:: DATA LISTING ::
• • •
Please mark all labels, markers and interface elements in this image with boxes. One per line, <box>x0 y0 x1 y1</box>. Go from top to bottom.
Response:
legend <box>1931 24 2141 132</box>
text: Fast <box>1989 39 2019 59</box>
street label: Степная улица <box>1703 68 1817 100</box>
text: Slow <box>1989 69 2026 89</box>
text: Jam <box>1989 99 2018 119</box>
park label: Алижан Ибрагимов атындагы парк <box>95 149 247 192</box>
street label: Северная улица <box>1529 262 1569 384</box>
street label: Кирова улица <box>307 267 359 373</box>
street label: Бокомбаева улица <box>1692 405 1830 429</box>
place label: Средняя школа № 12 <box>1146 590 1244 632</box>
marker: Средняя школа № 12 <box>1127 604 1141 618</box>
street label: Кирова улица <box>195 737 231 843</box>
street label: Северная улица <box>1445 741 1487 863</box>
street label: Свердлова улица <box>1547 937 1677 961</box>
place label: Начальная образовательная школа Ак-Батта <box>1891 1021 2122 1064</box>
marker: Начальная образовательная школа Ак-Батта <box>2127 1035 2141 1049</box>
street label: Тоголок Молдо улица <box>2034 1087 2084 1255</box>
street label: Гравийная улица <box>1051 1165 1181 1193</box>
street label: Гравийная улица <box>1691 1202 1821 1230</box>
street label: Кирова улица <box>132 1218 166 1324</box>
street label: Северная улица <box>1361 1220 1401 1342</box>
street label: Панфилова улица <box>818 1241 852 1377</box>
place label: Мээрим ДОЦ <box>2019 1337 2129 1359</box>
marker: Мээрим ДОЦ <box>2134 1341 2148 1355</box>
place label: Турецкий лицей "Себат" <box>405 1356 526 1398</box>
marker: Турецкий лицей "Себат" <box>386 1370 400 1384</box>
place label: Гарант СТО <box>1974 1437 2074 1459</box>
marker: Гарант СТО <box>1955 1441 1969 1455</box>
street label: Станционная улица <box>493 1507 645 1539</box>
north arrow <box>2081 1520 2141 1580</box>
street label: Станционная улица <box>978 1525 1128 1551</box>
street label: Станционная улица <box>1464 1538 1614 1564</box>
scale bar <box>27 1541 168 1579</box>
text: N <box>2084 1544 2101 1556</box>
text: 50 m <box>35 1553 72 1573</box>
• • •
:: EXERCISE ::
Repeat the data above, word for word.

:: OUTPUT BELOW ::
Please mark all labels, markers and interface elements in this image with boxes. One per line, <box>x0 y0 x1 y1</box>. Go from top to bottom.
Response:
legend <box>1931 24 2141 132</box>
text: Fast <box>1989 39 2019 59</box>
street label: Степная улица <box>1703 68 1817 100</box>
text: Slow <box>1989 69 2026 89</box>
text: Jam <box>1989 99 2018 119</box>
park label: Алижан Ибрагимов атындагы парк <box>95 149 247 192</box>
street label: Северная улица <box>1529 262 1569 384</box>
street label: Кирова улица <box>307 267 359 373</box>
street label: Бокомбаева улица <box>1692 405 1830 429</box>
place label: Средняя школа № 12 <box>1146 590 1244 632</box>
marker: Средняя школа № 12 <box>1127 604 1141 618</box>
street label: Кирова улица <box>195 737 231 843</box>
street label: Северная улица <box>1445 741 1487 863</box>
street label: Свердлова улица <box>1547 937 1677 961</box>
place label: Начальная образовательная школа Ак-Батта <box>1891 1021 2122 1064</box>
marker: Начальная образовательная школа Ак-Батта <box>2127 1035 2141 1049</box>
street label: Тоголок Молдо улица <box>2034 1087 2084 1255</box>
street label: Гравийная улица <box>1051 1165 1181 1193</box>
street label: Гравийная улица <box>1691 1202 1821 1230</box>
street label: Кирова улица <box>132 1218 166 1324</box>
street label: Северная улица <box>1361 1220 1401 1342</box>
street label: Панфилова улица <box>818 1241 852 1377</box>
place label: Мээрим ДОЦ <box>2019 1337 2129 1359</box>
marker: Мээрим ДОЦ <box>2134 1341 2148 1355</box>
place label: Турецкий лицей "Себат" <box>405 1356 526 1398</box>
marker: Турецкий лицей "Себат" <box>386 1370 400 1384</box>
place label: Гарант СТО <box>1974 1437 2074 1459</box>
marker: Гарант СТО <box>1955 1441 1969 1455</box>
street label: Станционная улица <box>493 1507 645 1539</box>
north arrow <box>2081 1520 2141 1580</box>
street label: Станционная улица <box>978 1525 1128 1551</box>
street label: Станционная улица <box>1464 1538 1614 1564</box>
scale bar <box>27 1541 168 1579</box>
text: N <box>2084 1544 2101 1556</box>
text: 50 m <box>35 1553 72 1573</box>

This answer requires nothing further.